● Records for the exercise:

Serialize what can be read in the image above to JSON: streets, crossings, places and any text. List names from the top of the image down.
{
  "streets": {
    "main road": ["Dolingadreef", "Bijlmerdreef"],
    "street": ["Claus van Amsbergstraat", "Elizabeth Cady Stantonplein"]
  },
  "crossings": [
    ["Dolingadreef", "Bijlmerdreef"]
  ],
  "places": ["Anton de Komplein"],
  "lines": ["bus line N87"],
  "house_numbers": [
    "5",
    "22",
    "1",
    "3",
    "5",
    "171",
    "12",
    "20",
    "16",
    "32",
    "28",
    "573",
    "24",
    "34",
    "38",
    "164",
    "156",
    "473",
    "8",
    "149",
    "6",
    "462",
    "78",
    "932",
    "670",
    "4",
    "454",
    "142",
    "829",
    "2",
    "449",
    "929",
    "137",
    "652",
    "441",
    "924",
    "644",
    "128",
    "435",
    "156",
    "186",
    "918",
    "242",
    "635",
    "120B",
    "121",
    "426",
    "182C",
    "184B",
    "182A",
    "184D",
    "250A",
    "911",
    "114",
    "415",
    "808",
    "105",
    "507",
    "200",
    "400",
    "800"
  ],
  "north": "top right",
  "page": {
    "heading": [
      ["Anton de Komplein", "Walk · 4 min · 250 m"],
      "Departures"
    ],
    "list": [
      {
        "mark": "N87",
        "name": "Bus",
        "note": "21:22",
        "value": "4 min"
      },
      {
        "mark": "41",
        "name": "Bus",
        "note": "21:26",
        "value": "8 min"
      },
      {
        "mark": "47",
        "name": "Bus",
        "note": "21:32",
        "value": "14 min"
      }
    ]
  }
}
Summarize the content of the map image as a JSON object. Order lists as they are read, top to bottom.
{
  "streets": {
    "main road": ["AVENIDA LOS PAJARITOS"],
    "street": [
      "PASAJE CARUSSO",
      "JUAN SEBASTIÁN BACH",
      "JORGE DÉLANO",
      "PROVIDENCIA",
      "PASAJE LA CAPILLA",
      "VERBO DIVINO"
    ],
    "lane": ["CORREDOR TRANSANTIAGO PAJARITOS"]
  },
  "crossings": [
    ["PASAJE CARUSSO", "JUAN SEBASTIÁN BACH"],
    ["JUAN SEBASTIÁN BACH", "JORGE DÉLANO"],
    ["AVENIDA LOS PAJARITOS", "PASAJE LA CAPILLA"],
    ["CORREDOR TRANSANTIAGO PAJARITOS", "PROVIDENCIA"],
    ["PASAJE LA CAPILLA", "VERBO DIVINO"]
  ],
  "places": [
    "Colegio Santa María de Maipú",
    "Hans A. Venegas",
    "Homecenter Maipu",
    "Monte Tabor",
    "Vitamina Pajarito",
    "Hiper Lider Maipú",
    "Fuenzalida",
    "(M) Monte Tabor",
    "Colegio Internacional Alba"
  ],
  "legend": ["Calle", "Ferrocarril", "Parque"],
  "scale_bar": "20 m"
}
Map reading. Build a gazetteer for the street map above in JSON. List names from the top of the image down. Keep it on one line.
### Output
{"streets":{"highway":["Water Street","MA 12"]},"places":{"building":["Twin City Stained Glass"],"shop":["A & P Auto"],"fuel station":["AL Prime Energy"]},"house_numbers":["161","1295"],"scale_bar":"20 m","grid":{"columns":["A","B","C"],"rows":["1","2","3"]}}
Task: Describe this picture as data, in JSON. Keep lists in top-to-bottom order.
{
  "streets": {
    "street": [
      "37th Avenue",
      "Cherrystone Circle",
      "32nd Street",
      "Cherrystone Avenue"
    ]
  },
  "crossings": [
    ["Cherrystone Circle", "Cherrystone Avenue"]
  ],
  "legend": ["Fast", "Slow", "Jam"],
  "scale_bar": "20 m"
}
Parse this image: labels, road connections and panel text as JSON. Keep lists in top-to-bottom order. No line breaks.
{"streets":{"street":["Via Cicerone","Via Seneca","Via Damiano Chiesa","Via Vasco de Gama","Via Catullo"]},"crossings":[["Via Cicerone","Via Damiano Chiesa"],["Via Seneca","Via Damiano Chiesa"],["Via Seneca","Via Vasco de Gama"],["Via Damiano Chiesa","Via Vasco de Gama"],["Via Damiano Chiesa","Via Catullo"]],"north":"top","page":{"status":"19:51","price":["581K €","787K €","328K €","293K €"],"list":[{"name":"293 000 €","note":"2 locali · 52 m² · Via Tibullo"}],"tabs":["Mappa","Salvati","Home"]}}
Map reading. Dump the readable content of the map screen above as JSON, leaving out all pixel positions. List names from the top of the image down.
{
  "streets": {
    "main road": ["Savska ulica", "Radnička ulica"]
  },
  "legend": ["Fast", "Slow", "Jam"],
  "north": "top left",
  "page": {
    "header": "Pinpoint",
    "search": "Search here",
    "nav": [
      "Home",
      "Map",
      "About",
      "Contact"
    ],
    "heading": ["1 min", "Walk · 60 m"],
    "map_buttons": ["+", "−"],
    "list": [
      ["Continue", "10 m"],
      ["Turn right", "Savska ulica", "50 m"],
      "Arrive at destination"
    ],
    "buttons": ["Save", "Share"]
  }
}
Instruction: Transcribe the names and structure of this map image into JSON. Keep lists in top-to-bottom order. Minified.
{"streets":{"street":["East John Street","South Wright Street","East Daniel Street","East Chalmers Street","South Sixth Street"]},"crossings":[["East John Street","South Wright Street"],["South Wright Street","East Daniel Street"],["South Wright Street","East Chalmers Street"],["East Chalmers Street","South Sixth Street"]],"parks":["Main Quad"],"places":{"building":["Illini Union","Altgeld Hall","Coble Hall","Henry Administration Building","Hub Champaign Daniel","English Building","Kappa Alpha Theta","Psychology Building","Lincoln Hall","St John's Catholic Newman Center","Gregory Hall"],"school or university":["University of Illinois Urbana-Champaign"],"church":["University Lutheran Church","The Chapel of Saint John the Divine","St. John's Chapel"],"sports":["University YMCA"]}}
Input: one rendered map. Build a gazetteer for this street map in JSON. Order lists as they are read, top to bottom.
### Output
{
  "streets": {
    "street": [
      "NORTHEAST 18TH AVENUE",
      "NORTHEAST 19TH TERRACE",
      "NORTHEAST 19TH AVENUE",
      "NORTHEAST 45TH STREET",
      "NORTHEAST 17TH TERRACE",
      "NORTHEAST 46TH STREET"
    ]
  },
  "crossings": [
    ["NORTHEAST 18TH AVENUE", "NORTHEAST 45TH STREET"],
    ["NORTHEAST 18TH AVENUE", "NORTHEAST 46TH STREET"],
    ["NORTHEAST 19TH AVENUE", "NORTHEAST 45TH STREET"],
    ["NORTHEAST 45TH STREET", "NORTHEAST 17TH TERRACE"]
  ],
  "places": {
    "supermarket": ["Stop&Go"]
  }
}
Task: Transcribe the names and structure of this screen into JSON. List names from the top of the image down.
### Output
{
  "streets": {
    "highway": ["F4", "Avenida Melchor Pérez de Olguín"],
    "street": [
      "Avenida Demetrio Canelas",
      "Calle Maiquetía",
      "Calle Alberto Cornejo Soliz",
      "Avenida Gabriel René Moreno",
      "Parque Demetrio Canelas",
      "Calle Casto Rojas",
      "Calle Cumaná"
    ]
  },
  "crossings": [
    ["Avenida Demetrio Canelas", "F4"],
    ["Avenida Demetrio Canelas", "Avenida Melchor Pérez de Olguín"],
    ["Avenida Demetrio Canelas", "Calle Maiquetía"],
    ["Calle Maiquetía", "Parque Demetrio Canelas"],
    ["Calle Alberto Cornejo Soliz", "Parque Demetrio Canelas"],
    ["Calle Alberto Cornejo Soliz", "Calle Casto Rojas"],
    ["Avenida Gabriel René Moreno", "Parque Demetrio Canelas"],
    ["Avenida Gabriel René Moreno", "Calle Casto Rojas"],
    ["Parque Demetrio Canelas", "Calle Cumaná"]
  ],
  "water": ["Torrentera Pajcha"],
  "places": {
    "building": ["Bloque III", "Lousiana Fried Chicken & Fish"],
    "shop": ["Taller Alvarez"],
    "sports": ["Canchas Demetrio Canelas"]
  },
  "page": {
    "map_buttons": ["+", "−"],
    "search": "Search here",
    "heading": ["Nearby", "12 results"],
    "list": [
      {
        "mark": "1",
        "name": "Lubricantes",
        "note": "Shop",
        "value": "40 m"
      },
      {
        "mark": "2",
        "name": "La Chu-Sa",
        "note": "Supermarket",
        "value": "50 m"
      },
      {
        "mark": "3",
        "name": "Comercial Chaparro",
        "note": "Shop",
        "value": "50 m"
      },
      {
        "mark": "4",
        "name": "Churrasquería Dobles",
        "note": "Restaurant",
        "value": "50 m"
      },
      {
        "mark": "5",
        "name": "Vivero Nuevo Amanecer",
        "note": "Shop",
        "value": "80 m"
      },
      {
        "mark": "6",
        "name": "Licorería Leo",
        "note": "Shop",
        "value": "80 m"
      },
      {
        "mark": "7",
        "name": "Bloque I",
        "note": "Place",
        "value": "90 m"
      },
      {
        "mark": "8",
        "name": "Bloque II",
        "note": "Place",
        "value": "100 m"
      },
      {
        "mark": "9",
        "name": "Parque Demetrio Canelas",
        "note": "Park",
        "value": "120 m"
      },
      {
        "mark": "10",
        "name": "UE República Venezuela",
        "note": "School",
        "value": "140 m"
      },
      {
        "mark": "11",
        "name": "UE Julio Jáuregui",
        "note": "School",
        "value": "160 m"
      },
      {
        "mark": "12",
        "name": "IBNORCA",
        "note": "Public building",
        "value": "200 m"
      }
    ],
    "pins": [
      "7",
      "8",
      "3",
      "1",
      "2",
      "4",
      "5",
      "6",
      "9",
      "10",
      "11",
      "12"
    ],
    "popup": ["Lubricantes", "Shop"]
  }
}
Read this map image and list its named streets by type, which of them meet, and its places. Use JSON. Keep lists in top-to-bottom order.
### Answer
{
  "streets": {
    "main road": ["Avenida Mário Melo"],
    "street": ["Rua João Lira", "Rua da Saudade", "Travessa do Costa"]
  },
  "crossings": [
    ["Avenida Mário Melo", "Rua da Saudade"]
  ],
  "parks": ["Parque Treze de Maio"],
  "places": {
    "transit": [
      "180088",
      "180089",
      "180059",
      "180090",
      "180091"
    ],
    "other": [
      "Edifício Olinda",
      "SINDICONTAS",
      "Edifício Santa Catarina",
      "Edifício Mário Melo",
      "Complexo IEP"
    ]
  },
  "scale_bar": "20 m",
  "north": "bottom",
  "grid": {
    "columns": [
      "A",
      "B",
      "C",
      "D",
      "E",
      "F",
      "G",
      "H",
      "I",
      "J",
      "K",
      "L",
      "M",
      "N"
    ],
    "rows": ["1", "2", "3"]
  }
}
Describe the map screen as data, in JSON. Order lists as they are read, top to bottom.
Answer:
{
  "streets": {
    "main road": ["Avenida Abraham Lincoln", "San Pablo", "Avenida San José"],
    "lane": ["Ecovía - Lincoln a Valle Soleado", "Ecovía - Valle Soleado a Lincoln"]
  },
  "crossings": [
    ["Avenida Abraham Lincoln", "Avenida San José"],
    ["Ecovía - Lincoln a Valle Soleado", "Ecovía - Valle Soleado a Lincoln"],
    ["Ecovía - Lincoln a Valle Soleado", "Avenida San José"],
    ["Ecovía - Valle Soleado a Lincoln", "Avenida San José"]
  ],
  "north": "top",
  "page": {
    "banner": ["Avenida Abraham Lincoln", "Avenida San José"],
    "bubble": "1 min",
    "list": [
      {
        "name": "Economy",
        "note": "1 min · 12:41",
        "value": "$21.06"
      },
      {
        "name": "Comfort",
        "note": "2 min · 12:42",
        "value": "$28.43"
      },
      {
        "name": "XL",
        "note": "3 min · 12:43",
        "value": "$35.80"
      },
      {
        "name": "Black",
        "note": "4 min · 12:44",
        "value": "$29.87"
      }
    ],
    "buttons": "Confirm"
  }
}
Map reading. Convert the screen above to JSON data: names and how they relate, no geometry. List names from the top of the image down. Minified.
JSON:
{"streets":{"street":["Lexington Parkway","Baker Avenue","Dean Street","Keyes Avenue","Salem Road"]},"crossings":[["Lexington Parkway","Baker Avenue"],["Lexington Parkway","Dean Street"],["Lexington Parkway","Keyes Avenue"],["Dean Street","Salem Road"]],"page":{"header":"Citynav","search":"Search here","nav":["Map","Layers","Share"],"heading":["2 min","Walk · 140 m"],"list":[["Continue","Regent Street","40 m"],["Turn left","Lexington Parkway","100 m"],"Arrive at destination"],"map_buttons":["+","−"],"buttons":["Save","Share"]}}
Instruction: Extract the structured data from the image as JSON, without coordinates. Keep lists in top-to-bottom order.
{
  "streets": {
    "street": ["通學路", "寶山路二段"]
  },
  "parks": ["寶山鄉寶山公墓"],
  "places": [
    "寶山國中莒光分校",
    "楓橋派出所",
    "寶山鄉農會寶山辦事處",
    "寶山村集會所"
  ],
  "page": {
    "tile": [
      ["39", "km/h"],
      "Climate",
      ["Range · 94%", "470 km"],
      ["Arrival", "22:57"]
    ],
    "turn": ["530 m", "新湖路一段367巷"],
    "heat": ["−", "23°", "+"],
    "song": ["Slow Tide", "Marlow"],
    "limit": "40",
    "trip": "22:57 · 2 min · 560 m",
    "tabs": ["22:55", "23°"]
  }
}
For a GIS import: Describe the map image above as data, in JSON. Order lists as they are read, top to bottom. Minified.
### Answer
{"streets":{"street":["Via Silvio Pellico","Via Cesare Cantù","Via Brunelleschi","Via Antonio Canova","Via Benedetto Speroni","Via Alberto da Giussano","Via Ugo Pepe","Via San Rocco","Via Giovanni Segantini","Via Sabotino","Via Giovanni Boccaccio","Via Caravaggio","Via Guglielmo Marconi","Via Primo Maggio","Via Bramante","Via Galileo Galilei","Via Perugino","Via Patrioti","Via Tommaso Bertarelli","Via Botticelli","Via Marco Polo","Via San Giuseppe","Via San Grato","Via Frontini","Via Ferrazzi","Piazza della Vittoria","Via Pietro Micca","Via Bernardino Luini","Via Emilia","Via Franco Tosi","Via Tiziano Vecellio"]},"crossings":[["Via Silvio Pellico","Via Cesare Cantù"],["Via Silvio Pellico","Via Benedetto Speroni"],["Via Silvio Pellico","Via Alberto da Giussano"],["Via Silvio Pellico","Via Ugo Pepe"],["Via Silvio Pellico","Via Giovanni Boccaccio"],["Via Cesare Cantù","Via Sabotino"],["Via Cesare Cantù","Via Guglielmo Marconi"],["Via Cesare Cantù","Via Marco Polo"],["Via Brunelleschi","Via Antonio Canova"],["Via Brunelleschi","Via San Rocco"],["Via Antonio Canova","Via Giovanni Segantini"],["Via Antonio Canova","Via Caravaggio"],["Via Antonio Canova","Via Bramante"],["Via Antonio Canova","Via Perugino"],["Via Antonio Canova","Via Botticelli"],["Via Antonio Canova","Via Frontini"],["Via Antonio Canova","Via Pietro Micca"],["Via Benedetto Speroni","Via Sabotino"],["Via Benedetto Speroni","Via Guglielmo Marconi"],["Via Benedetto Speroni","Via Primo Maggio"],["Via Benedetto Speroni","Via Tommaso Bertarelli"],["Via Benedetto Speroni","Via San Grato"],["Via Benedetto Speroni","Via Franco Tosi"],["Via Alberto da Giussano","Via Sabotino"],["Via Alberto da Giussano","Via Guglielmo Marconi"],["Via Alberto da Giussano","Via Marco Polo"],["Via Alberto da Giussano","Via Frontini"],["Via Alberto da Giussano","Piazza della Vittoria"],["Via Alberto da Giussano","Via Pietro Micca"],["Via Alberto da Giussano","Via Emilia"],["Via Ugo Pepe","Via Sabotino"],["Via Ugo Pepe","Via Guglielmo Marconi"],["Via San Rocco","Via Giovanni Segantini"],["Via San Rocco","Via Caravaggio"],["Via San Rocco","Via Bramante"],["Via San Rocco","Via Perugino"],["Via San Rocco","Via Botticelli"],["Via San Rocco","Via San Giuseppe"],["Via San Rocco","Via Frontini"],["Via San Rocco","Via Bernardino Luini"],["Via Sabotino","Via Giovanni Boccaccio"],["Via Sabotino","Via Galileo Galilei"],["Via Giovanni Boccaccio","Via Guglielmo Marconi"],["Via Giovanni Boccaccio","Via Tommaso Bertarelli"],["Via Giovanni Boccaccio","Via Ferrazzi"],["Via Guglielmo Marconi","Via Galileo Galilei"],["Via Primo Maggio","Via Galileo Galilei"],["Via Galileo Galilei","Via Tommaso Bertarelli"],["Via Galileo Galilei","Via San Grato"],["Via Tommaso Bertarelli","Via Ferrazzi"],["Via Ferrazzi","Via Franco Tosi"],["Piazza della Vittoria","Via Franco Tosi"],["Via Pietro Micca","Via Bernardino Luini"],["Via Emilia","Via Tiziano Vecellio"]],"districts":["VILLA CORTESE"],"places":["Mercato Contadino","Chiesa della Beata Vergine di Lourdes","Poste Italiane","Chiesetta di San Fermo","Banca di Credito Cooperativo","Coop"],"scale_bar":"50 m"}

● Work to be completed:
Scan the lines above for the word "content" and copy every one where it occurs.

● Response to this exercise:
Summarize the content of the map image as a JSON object. Order lists as they are read, top to bottom.
Map reading. Dump the readable content of the map screen above as JSON, leaving out all pixel positions. List names from the top of the image down.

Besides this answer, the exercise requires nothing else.